この中で、テスターにSRAMのアドレス端子を教えてあげれば、不良を起こしているメモリーセルの物理的な位置を知ることの出来る、フェイルビットマップという便利なものがある、というような内容の説明を書きました。
これについて、若干補足したいと思います。
筆者が使っていたアドバンテスト社のT3340シリーズには、ALPG(Algorithmic Pattern Generator)というメモリーテスト用テストパターン発生機能がありました。これは、テスターがメモリーテスト用の色々なテストパターンを自動生成してくれる仕組みですが、これを使ってテストパターンを発生させるというのが、特に特別な準備をしなくてもフェイルビットマップを取得できる条件でした。他社製のテスターにも似たような機能はあるのではないでしょうか。
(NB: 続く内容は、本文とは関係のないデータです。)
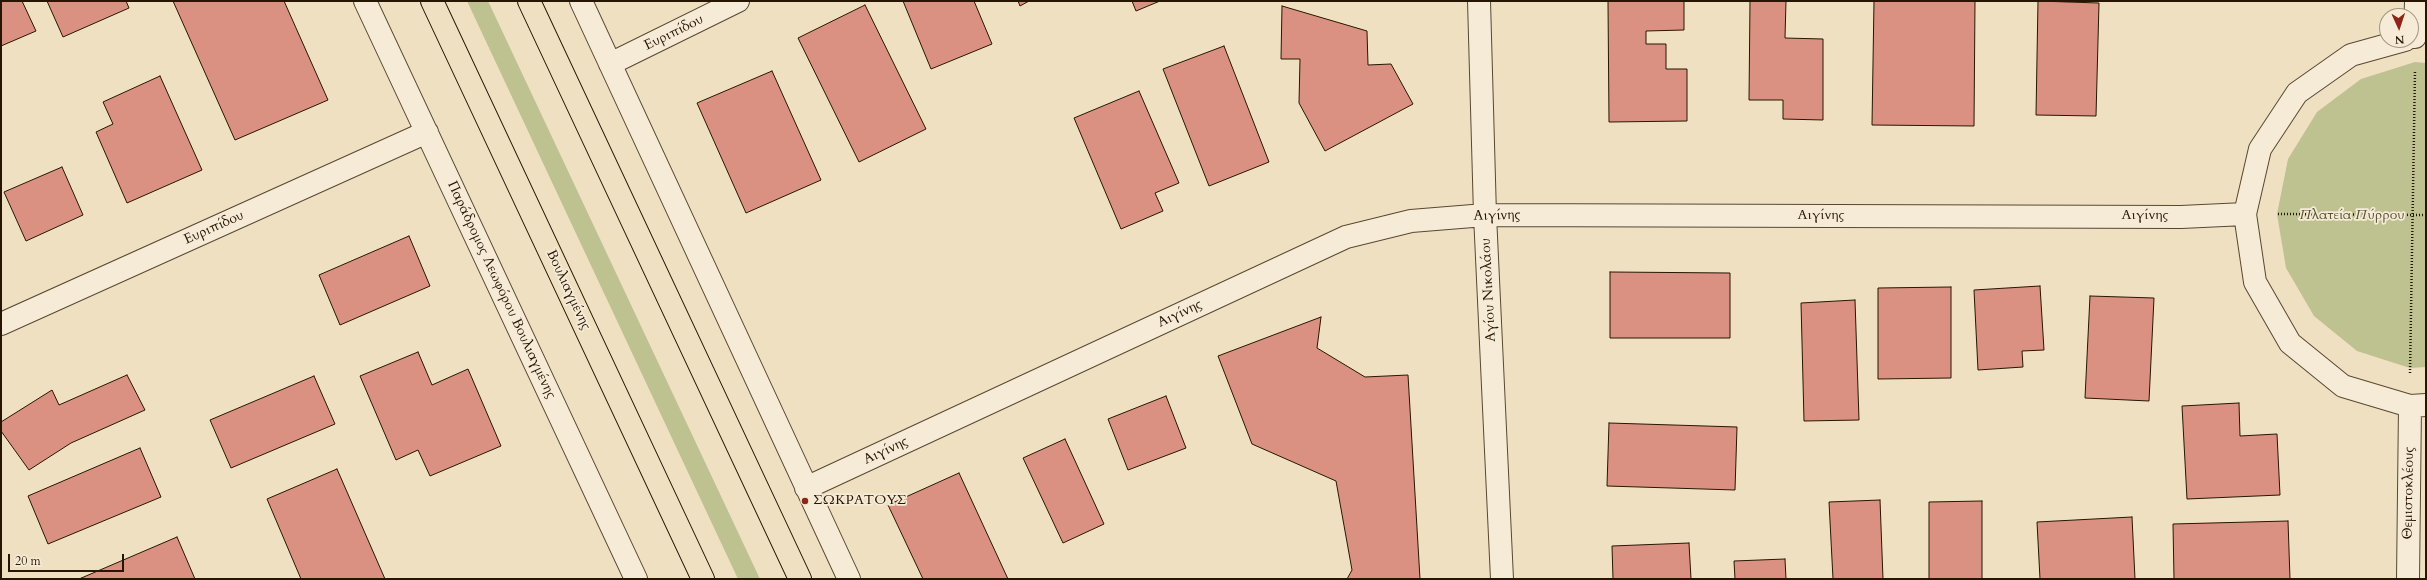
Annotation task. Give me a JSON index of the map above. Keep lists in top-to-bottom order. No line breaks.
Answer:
{"streets":{"main road":["Βουλιαγμένης"],"street":["Ευριπίδου","Αιγίνης","Παράδρομος Λεωφόρου Βουλιαγμένης","Αγίου Νικολάου","Θεμιστοκλέους"]},"crossings":[["Ευριπίδου","Παράδρομος Λεωφόρου Βουλιαγμένης"],["Αιγίνης","Αγίου Νικολάου"]],"parks":["Πλατεία Πύρρου"],"places":["ΣΩΚΡΑΤΟΥΣ"],"scale_bar":"20 m","north":"bottom"}
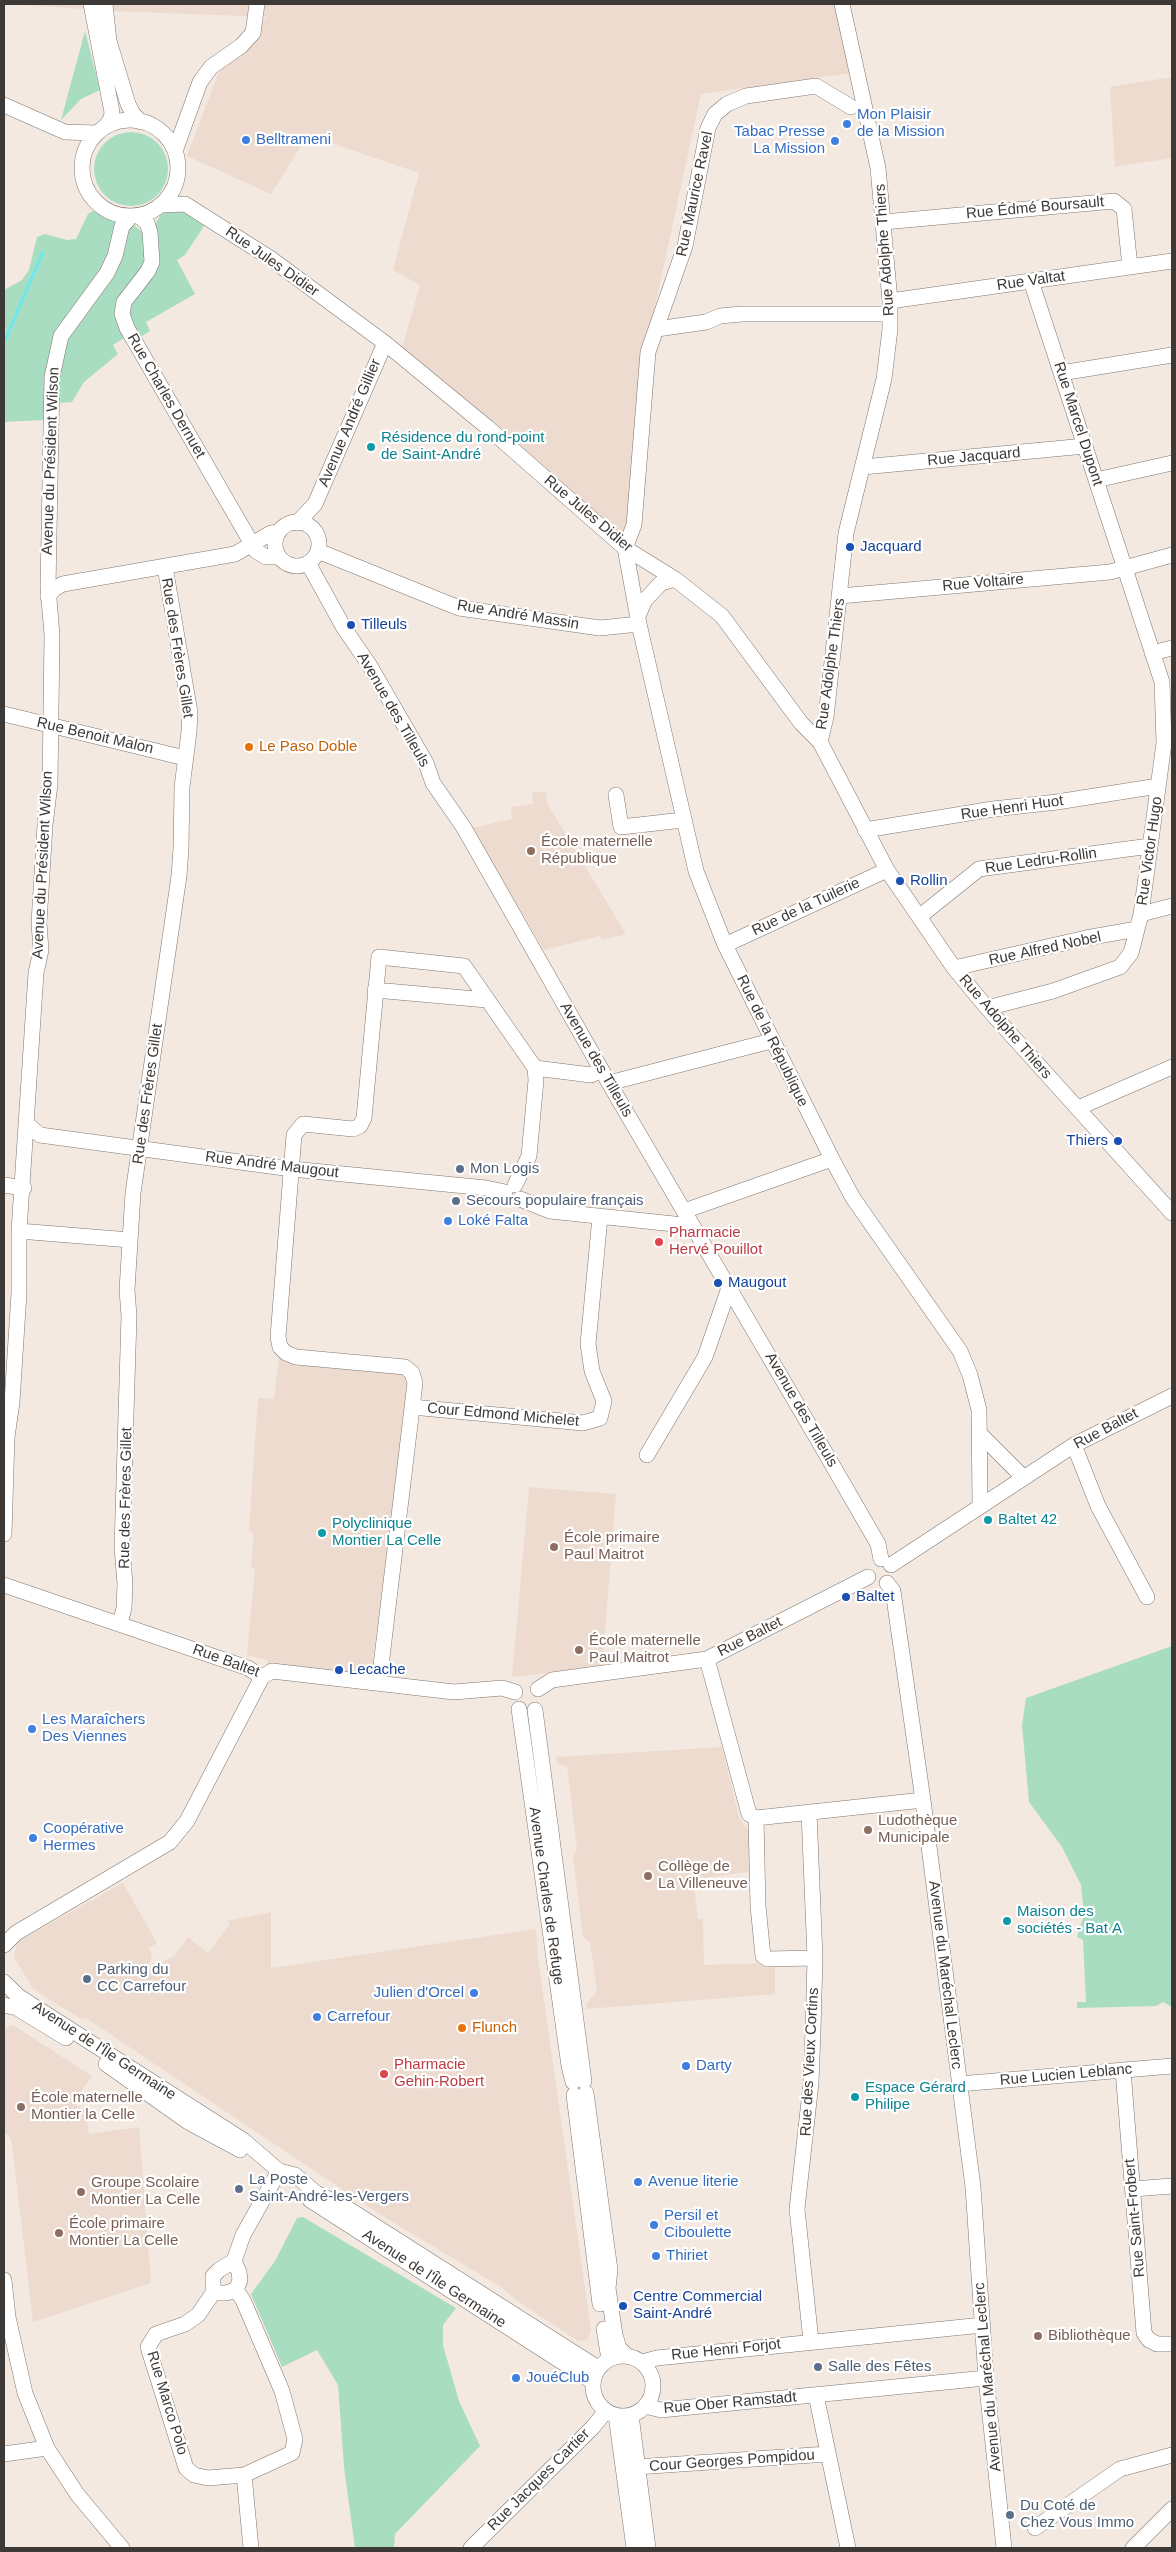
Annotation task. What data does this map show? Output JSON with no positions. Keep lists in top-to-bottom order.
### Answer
{
  "streets": {
    "street": [
      "Rue Maurice Ravel",
      "Rue Édmé Boursault",
      "Rue Adolphe Thiers",
      "Rue Jules Didier",
      "Rue Valtat",
      "Rue Charles Dernuet",
      "Avenue André Gillier",
      "Rue Marcel Dupont",
      "Rue Jacquard",
      "Avenue du Président Wilson",
      "Rue Voltaire",
      "Rue André Massin",
      "Rue des Frères Gillet",
      "Avenue des Tilleuls",
      "Rue Benoit Malon",
      "Rue Henri Huot",
      "Rue Victor Hugo",
      "Rue Ledru-Rollin",
      "Rue de la Tuilerie",
      "Rue Alfred Nobel",
      "Rue de la République",
      "Rue André Maugout",
      "Cour Edmond Michelet",
      "Rue Baltet",
      "Avenue Charles de Refuge",
      "Avenue du Maréchal Leclerc",
      "Avenue de l'Île Germaine",
      "Rue des Vieux Cortins",
      "Rue Lucien Leblanc",
      "Rue Saint-Frobert",
      "Rue Henri Forjot",
      "Rue Marco Polo",
      "Rue Ober Ramstadt",
      "Cour Georges Pompidou",
      "Rue Jacques Cartier"
    ]
  },
  "crossings": [
    ["Rue Maurice Ravel", "Rue Jules Didier"],
    ["Rue Maurice Ravel", "Rue de la République"],
    ["Rue Édmé Boursault", "Rue Adolphe Thiers"],
    ["Rue Édmé Boursault", "Rue Valtat"],
    ["Rue Adolphe Thiers", "Rue Jules Didier"],
    ["Rue Adolphe Thiers", "Rue Valtat"],
    ["Rue Adolphe Thiers", "Rue Jacquard"],
    ["Rue Adolphe Thiers", "Rue Voltaire"],
    ["Rue Adolphe Thiers", "Rue Henri Huot"],
    ["Rue Adolphe Thiers", "Rue Victor Hugo"],
    ["Rue Adolphe Thiers", "Rue Ledru-Rollin"],
    ["Rue Adolphe Thiers", "Rue de la Tuilerie"],
    ["Rue Adolphe Thiers", "Rue Alfred Nobel"],
    ["Rue Jules Didier", "Avenue André Gillier"],
    ["Rue Jules Didier", "Rue de la République"],
    ["Rue Valtat", "Rue Marcel Dupont"],
    ["Rue Charles Dernuet", "Avenue du Président Wilson"],
    ["Avenue André Gillier", "Rue André Massin"],
    ["Avenue André Gillier", "Avenue des Tilleuls"],
    ["Rue Marcel Dupont", "Rue Jacquard"],
    ["Rue Marcel Dupont", "Rue Voltaire"],
    ["Rue Marcel Dupont", "Rue Victor Hugo"],
    ["Avenue du Président Wilson", "Rue Benoit Malon"],
    ["Rue Voltaire", "Rue Victor Hugo"],
    ["Rue André Massin", "Avenue des Tilleuls"],
    ["Rue André Massin", "Rue de la République"],
    ["Rue des Frères Gillet", "Rue Benoit Malon"],
    ["Rue des Frères Gillet", "Rue André Maugout"],
    ["Rue des Frères Gillet", "Rue Baltet"],
    ["Avenue des Tilleuls", "Rue André Maugout"],
    ["Avenue des Tilleuls", "Rue Baltet"],
    ["Avenue des Tilleuls", "Avenue du Maréchal Leclerc"],
    ["Rue Henri Huot", "Rue Victor Hugo"],
    ["Rue Victor Hugo", "Rue Ledru-Rollin"],
    ["Rue Victor Hugo", "Rue Alfred Nobel"],
    ["Rue de la Tuilerie", "Rue de la République"],
    ["Rue de la République", "Rue Baltet"],
    ["Rue André Maugout", "Cour Edmond Michelet"],
    ["Rue Baltet", "Avenue Charles de Refuge"],
    ["Rue Baltet", "Avenue du Maréchal Leclerc"],
    ["Avenue Charles de Refuge", "Avenue de l'Île Germaine"],
    ["Avenue Charles de Refuge", "Rue Henri Forjot"],
    ["Avenue Charles de Refuge", "Rue Ober Ramstadt"],
    ["Avenue Charles de Refuge", "Rue Jacques Cartier"],
    ["Avenue du Maréchal Leclerc", "Rue Lucien Leblanc"],
    ["Avenue du Maréchal Leclerc", "Rue Henri Forjot"],
    ["Avenue du Maréchal Leclerc", "Rue Ober Ramstadt"],
    ["Avenue de l'Île Germaine", "Rue Henri Forjot"],
    ["Avenue de l'Île Germaine", "Rue Marco Polo"],
    ["Avenue de l'Île Germaine", "Rue Ober Ramstadt"],
    ["Avenue de l'Île Germaine", "Rue Jacques Cartier"],
    ["Rue des Vieux Cortins", "Rue Henri Forjot"],
    ["Rue Lucien Leblanc", "Rue Saint-Frobert"],
    ["Rue Henri Forjot", "Rue Ober Ramstadt"],
    ["Rue Henri Forjot", "Rue Jacques Cartier"],
    ["Rue Ober Ramstadt", "Rue Jacques Cartier"]
  ],
  "places": [
    "Mon Plaisir de la Mission",
    "Belltrameni",
    "Tabac Presse La Mission",
    "Résidence du rond-point de Saint-André",
    "Jacquard",
    "Tilleuls",
    "Le Paso Doble",
    "École maternelle République",
    "Rollin",
    "Thiers",
    "Mon Logis",
    "Secours populaire français",
    "Loké Falta",
    "Pharmacie Hervé Pouillot",
    "Maugout",
    "Baltet 42",
    "Polyclinique Montier La Celle",
    "École primaire Paul Maitrot",
    "Baltet",
    "École maternelle Paul Maitrot",
    "Lecache",
    "Les Maraîchers Des Viennes",
    "Ludothèque Municipale",
    "Coopérative Hermes",
    "Collège de La Villeneuve",
    "Maison des sociétés - Bat A",
    "Parking du CC Carrefour",
    "Julien d'Orcel",
    "Carrefour",
    "Flunch",
    "Darty",
    "Pharmacie Gehin-Robert",
    "Espace Gérard Philipe",
    "École maternelle Montier la Celle",
    "Avenue literie",
    "La Poste Saint-André-les-Vergers",
    "Groupe Scolaire Montier La Celle",
    "Persil et Ciboulette",
    "École primaire Montier La Celle",
    "Thiriet",
    "Centre Commercial Saint-André",
    "Bibliothèque",
    "Salle des Fêtes",
    "JouéClub",
    "Du Coté de Chez Vous Immo"
  ]
}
しかし、ALPGを使わないテストパターンを使ってフェイルビットマップを作成しようとすると、一筋縄ではいきませんでした。
フェイルビットマップを作成するためには、期待値不一致が発生したときの、以下の情報が必要です。
- 発生したパターンの前から何ステップ目で発生したか?
- 不一致が出たデータ端子はどれか?
- ロウアドレスには何が入力されていたか?
- カラムアドレスには何が入力されていたか?
これに対して、ALPGはテスター自身がテストパターンを発生するので、期待値不一致が発生したときにメモリーに与えているアドレス値が何かはテスターが自分で知っています。
ただ、ALPGは、記述の仕方が難しく、さらに、ロウデコーダーやカラムデコーダーが素直な配列で作られていないと、正しいビット配列にならないので、製品展開には使いにくいものでした。
特に、私が担当していたマイコン搭載ASICにおいて、お客様の回路の中に搭載するSRAMには、コンパイルドRAMという、ビット数とワード数を指定してEDAにSRAMを自動生成させるという仕掛けが使われていましたが、このコンパイルドRAMのアドレスデコーダーの作られ方が特殊で、ロウデコーダー、カラムデコーダーの出力が素直な並び方をしないのに加えて、その規則性がよくわからない、というものでした。
規則性がきちんとわかれば、それに基づいてALPG使用テストパターンの自動生成も可能なのでしょうが、規則性がわからない以上、製品展開においてALPGを使用するのは無理、ということになったのでした。
製品展開グループでは、この辺の事情を考慮したフェイル・ビット・マップ描画プログラムを自前で準備していたようです。